I should follow up with the SPCA; there is provision for complainants to do that. I just feel so stressed by everything, I can barely function. I am trying to keep my two elderly cats cool using a portable air condition; they both have health problems including kidney disease and due to one's aggressive personality they can't be in the same room, so I have rigged up a sort of "half-door" between rooms and must use a fan to move the cool air into the second room. I am trying to keep myself reasonably cool, staying up late to keep the house opened up. I worry about my son who lives on the second floor of the house, where it's even hotter, and his two cats (although he tells me they are all fine). I am trying to find a new schedule of visiting my mother, which is a delicate balance of considering her loneliness versus my mental health caused by feeling like I have been at her beck and call for the last three years. 
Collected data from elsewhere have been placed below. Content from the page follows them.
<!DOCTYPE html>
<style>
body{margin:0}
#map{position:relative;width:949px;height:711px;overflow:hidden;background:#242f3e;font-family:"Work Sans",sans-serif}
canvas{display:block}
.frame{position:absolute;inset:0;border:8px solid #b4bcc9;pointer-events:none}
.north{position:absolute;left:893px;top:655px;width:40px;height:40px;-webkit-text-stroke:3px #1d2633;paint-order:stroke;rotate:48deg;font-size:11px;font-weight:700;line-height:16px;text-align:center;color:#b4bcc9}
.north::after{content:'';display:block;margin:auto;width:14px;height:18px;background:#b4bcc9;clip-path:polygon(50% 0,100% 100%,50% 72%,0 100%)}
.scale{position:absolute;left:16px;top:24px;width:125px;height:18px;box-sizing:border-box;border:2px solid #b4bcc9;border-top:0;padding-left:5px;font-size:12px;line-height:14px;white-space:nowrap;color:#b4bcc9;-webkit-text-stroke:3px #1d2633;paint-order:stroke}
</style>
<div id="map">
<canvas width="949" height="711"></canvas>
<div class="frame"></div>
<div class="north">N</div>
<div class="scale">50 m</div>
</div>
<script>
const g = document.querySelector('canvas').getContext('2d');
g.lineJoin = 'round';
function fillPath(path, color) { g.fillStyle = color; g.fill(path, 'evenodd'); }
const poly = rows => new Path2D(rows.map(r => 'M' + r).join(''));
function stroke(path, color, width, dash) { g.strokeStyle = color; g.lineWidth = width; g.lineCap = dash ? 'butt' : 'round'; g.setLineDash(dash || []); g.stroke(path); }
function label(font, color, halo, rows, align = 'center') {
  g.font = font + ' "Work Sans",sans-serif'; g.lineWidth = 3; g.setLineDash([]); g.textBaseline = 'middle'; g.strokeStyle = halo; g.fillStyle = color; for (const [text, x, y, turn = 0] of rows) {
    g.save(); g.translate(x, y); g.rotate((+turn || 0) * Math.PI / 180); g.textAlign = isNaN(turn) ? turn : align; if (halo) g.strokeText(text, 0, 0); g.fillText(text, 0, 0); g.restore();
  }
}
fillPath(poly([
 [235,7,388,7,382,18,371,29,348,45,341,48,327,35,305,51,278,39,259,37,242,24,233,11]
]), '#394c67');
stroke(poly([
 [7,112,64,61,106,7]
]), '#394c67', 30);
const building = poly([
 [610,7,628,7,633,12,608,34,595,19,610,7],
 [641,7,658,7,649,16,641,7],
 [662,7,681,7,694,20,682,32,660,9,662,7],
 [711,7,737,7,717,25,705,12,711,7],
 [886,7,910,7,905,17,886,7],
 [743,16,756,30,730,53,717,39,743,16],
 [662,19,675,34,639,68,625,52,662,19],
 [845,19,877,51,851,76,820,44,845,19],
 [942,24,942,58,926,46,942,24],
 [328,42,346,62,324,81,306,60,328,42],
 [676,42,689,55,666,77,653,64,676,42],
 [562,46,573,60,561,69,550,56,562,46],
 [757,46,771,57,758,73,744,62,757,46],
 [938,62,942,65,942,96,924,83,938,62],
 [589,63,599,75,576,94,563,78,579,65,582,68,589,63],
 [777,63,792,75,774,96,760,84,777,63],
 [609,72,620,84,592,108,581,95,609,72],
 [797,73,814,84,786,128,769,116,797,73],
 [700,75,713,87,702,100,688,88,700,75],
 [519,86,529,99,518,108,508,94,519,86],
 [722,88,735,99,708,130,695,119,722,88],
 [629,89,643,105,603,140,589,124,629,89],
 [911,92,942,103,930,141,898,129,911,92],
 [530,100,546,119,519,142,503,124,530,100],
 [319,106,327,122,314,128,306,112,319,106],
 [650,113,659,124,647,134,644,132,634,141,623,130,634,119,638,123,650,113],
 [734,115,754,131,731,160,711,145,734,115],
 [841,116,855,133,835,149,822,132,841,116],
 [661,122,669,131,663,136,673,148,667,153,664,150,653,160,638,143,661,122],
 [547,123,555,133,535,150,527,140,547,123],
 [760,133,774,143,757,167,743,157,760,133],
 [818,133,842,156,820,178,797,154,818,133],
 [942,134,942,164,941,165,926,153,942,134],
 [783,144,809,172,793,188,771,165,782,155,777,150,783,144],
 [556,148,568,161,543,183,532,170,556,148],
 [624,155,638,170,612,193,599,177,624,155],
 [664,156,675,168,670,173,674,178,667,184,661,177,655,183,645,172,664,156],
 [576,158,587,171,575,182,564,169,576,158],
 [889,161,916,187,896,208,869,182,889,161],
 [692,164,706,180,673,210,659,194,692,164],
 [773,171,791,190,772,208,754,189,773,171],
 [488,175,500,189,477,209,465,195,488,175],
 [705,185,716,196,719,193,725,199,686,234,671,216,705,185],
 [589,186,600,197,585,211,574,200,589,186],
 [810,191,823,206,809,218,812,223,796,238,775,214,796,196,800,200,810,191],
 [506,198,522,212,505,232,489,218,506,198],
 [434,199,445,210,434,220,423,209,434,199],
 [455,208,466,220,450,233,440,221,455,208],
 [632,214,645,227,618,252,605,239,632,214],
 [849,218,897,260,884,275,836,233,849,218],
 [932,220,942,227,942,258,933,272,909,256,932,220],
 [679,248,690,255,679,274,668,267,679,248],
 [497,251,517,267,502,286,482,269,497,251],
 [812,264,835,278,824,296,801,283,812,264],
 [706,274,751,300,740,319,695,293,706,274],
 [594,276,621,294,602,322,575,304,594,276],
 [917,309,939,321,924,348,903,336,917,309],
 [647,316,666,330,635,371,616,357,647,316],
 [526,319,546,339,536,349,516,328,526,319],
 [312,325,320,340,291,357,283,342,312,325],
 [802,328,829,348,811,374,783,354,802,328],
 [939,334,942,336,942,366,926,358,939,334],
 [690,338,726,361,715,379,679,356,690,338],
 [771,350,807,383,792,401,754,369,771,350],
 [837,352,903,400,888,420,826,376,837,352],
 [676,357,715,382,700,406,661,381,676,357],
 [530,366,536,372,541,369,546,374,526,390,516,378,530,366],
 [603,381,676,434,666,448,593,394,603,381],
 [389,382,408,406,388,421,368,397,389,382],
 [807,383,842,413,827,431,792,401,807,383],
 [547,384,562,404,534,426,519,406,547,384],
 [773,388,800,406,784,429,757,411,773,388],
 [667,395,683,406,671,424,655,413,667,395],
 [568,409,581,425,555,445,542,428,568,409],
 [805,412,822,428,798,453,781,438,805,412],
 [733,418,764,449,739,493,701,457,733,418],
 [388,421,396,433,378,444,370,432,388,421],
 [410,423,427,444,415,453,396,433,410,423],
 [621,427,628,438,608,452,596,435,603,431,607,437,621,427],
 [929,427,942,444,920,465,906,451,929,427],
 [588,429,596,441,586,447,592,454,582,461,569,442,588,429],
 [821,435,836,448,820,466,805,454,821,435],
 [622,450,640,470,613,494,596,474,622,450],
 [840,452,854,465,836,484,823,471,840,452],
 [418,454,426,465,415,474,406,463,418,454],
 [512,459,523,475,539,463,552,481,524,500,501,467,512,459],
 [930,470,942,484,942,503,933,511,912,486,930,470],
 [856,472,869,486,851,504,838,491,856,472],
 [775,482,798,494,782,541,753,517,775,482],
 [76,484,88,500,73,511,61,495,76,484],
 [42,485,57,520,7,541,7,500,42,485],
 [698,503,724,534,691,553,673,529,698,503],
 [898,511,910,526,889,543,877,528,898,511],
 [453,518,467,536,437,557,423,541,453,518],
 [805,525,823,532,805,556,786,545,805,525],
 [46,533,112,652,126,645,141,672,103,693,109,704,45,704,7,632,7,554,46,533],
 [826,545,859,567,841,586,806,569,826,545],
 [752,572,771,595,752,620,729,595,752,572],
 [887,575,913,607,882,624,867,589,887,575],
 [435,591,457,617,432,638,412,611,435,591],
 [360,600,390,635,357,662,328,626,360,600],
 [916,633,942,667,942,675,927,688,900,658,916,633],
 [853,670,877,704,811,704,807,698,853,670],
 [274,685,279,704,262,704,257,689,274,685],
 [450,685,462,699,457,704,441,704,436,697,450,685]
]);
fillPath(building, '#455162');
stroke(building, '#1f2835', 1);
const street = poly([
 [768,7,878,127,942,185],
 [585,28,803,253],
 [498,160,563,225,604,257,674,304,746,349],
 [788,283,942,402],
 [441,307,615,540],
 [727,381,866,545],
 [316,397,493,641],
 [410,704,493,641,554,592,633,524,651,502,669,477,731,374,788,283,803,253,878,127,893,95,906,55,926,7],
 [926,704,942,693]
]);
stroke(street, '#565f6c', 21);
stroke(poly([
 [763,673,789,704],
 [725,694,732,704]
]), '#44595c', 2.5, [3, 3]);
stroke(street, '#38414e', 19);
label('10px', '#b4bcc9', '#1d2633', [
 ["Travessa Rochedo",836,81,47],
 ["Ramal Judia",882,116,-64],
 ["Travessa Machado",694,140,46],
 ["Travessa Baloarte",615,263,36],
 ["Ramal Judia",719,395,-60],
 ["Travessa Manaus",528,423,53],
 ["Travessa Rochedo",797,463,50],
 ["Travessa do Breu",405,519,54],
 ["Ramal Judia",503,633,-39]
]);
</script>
So . . . heat stress. It's partly about the heat, but it's a LOT MORE about the stress.

I feel like a huge Whiney McWhiney Pants. I know there are lots of folks worse off than I am. I know there are lots of animals worse off than the husky on the next street. I know there are people who have no house and no portable air conditioner and no means to get one, and who also don't know where their next meal is coming from.

I am grateful for everything I do have, and especially grateful that I don't have the worry of my mother's daily care anymore. (I do worry about her daily, but about different things.)

But I wish there was a button on my forehead I could hit to turn my brain off now and then. Just for a little rest, you know? Just for a few hours while I am awake and conscious. Just to stop my mind from fretting over things, and allow me to get other things done.

Are you a worrier too? How do you cope when the worry hits the danger zone? Do you worry about animals you see under poor conditions? How do you handle that?

I hope you have a worry-free week ahead.

And if it can't be entirely worry-free, I hope it is a "worry-lite" version of your usual life. I hope you have found the magic solution that lets you park your worries for a bit, and relax deeply.

I wish that for us all, whatever our troubles may be.


THIS.
 THIS IS WHAT I NEED ON MY FOREHEAD.